暑さ寒さも彼岸まで、今年も寒い寒いと言いながら本日より、お彼岸の季節がやってまいりました。当山でも3月21日 春季彼岸施餓鬼供養を11:00より執り行います。さて、皆さんがお彼岸やお盆、お会式の時の法要時に卒塔婆(そとうば)を申し込まれます。さて、卒塔婆とは一体何でしょうか?何のためにたてるのでしょうか?

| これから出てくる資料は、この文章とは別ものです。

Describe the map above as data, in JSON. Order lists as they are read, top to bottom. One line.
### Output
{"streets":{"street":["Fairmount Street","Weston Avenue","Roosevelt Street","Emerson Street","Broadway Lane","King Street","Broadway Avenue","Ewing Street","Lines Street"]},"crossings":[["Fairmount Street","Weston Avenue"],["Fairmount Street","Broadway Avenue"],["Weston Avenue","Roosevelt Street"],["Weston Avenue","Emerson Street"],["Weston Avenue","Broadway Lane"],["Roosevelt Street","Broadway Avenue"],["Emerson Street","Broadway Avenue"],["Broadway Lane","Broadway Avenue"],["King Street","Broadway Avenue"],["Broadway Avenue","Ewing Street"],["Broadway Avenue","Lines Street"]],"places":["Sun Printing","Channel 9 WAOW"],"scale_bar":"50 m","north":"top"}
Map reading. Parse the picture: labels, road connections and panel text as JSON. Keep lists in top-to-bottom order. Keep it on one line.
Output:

卒塔婆とは、元々お釈迦様の御遺骨を供養するために立てた建物、サンスクリット語の stûpa(ストゥーパ)という言葉が言語で、中国で卒都婆という字があてられました。その後、それは塔を意味することから都婆が塔婆とも書かれるようになりました。塔婆には、各地の大きなお寺で見られる五重の塔や五輪の塔、また、墓地に立てる大きな板塔婆、施餓鬼供養などで御宝前に立てる簡易な木製の板塔婆があります。どの塔婆も五つの形から成り立っており、これは仏教では宇宙が地・水・火・風・空から成り立っており、人間はこの五つによって生かされていると考えられて、それぞれを下から地(四角)・水(円)・火(三角)・風(半円)・空(宝珠)の形にして現したものです。

現在の日本では、一般的にこの卒塔婆に追善供養のために文字を書き、おの脇に立てたり、お寺の御宝前に立てて先祖や故人の供養をします。これは、近代になって行われてきたものではなく、昔から行われてきた追善供養の形でした。

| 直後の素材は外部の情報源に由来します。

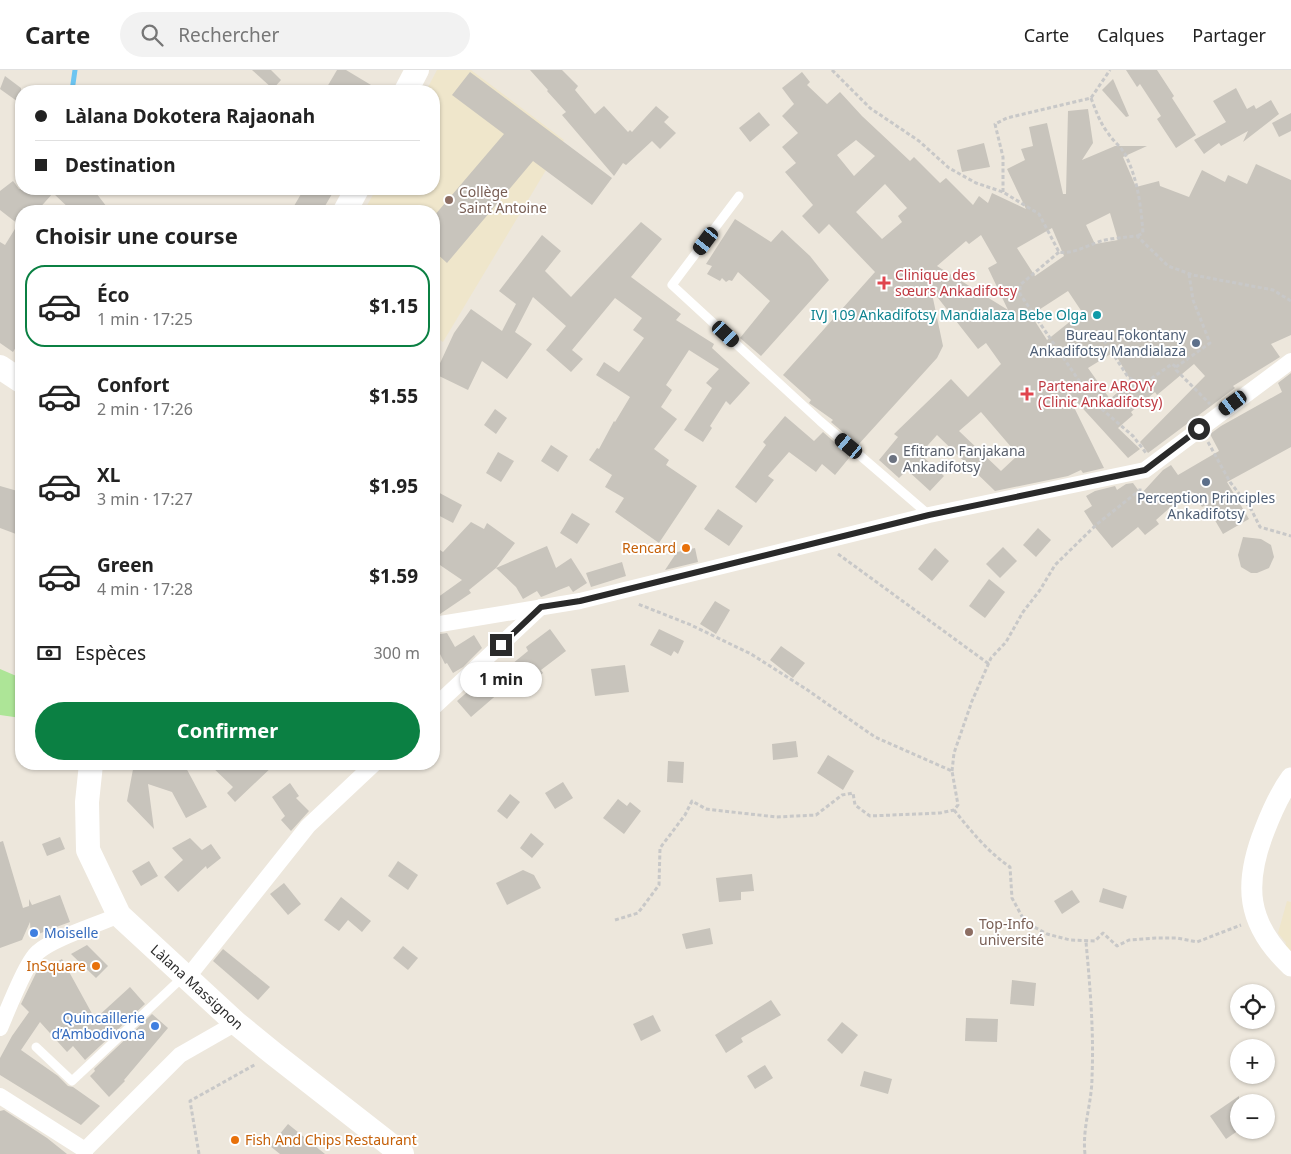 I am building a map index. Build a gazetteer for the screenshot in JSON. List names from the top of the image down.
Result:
{
  "streets": {
    "main road": ["Làlana Massignon"]
  },
  "places": {
    "other": [
      "Collège Saint Antoine",
      "IVJ 109 Ankadifotsy Mandialaza Bebe Olga",
      "Bureau Fokontany Ankadifotsy Mandialaza",
      "Efitrano Fanjakana Ankadifotsy",
      "Perception Principles Ankadifotsy",
      "Rencard",
      "Top-Info université",
      "Moiselle",
      "InSquare",
      "Quincaillerie d’Ambodivona",
      "Fish And Chips Restaurant"
    ],
    "health": ["Clinique des sœurs Ankadifotsy", "Partenaire AROVY (Clinic Ankadifotsy)"]
  },
  "page": {
    "header": "Carte",
    "search": "Rechercher",
    "nav": ["Carte", "Calques", "Partager"],
    "banner": ["Làlana Dokotera Rajaonah", "Destination"],
    "heading": "Choisir une course",
    "list": [
      {
        "name": "Éco",
        "note": "1 min · 17:25",
        "value": "$1.15"
      },
      {
        "name": "Confort",
        "note": "2 min · 17:26",
        "value": "$1.55"
      },
      {
        "name": "XL",
        "note": "3 min · 17:27",
        "value": "$1.95"
      },
      {
        "name": "Green",
        "note": "4 min · 17:28",
        "value": "$1.59"
      }
    ],
    "pay": ["Espèces", "300 m"],
    "bubble": "1 min",
    "buttons": "Confirmer",
    "map_buttons": ["+", "−"]
  }
}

日蓮大聖人が佐渡流罪の最中に幼い娘を亡くし、夫婦で信徒になった中興入道と呼ばれる方がいらっしゃいました。佐渡流罪を解かれ、身延山に入られた日蓮大聖人に娘の十三回忌をお願いするために、中興入道は妻に送られ身延へと向かいました。無事に十三回忌の追善供養も終わり、日蓮大聖人は中興入道の妻にこんな手紙を出しました。

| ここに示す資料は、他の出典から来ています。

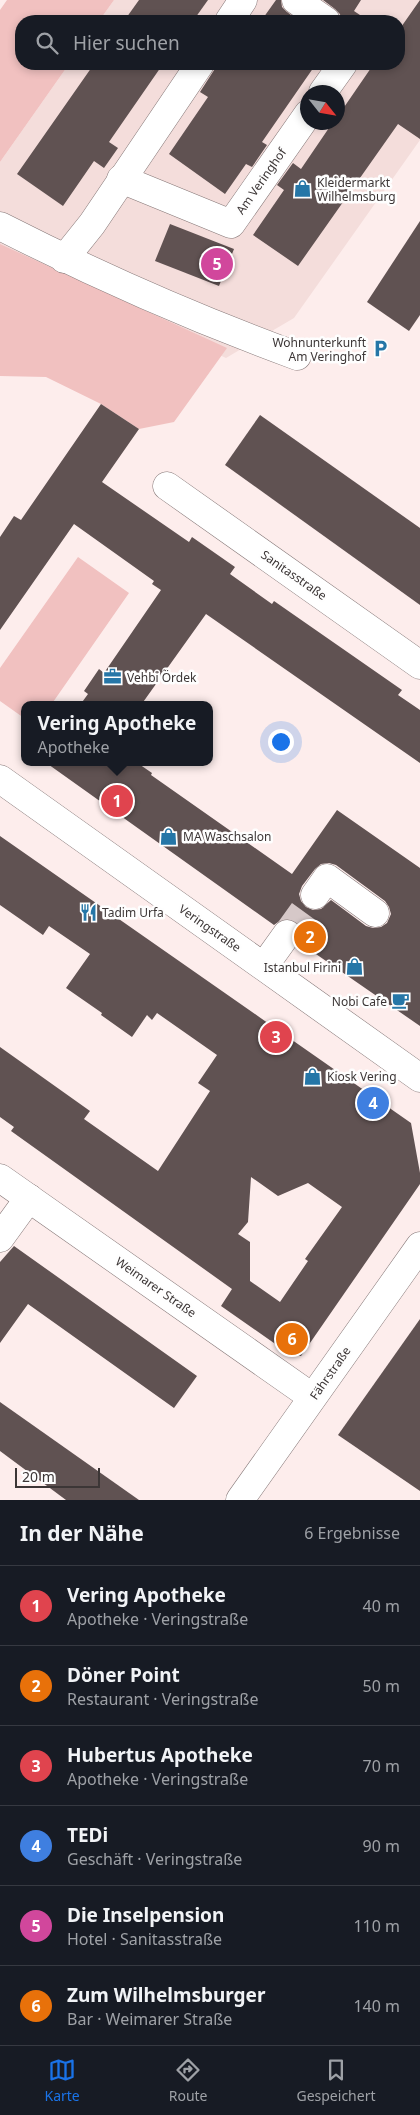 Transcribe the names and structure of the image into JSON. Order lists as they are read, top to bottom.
{
  "streets": {
    "street": [
      "Am Veringhof",
      "Sanitasstraße",
      "Veringstraße",
      "Weimarer Straße",
      "Fährstraße"
    ]
  },
  "crossings": [
    ["Weimarer Straße", "Fährstraße"]
  ],
  "places": {
    "shop": [
      "Kleidermarkt Wilhelmsburg",
      "MA Waschsalon",
      "Istanbul Firini",
      "Kiosk Vering"
    ],
    "parking": ["Wohnunterkunft Am Veringhof"],
    "office": ["Vehbi Ördek"],
    "restaurant": ["Tadim Urfa"],
    "cafe": ["Nobi Cafe"]
  },
  "scale_bar": "20 m",
  "north": "bottom right",
  "page": {
    "search": "Hier suchen",
    "pins": [
      "5",
      "1",
      "2",
      "3",
      "4",
      "6"
    ],
    "popup": ["Vering Apotheke", "Apotheke"],
    "scale": "20 m",
    "heading": ["In der Nähe", "6 Ergebnisse"],
    "list": [
      {
        "mark": "1",
        "name": "Vering Apotheke",
        "note": "Apotheke · Veringstraße",
        "value": "40 m"
      },
      {
        "mark": "2",
        "name": "Döner Point",
        "note": "Restaurant · Veringstraße",
        "value": "50 m"
      },
      {
        "mark": "3",
        "name": "Hubertus Apotheke",
        "note": "Apotheke · Veringstraße",
        "value": "70 m"
      },
      {
        "mark": "4",
        "name": "TEDi",
        "note": "Geschäft · Veringstraße",
        "value": "90 m"
      },
      {
        "mark": "5",
        "name": "Die Inselpension",
        "note": "Hotel · Sanitasstraße",
        "value": "110 m"
      },
      {
        "mark": "6",
        "name": "Zum Wilhelmsburger",
        "note": "Bar · Weimarer Straße",
        "value": "140 m"
      }
    ],
    "nav": ["Karte", "Route", "Gespeichert"]
  }
}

「あなたがた夫婦は、法華経を信じ、この日蓮を養ってくれた。しかも、わが娘の仏事を営み、亡き父母にも孝養を尽くされた。あなたは、これからも、正面に南無妙法蓮華経と書き表わした丈六の卒塔婆を建てて幼い子に供養なさるがよい。この卒塔婆は北風が吹けば、南の海にいる魚たちがそのお題目の風に触れて大海の苦しみから脱し、東風が吹き来たればその反対の西山の鳥や鹿がその風に身を触れて畜生道という苦しい世界を免れて天上界に生まれることができるのである。まして、卒塔婆に随喜をし、手を触れ眼で見る人達の功徳は尊い。現世には寿命を延ばし、死後には父母らと共に霊前浄土に参ることはいうまでもない」

卒塔婆を立てるということには、このような功徳があると日蓮大聖人も仰っております。彼岸やお盆は、亡くなった方の世界とこちらの世界が近くなる期間です。想う方のために南無妙法蓮華経と書いた卒塔婆を立てて追善供養をし、また再会できる日を楽しみに功徳を積まれてください。卒塔婆のお申し込みは当日でもお受けいたします。お誘い合わせの上、お参りください。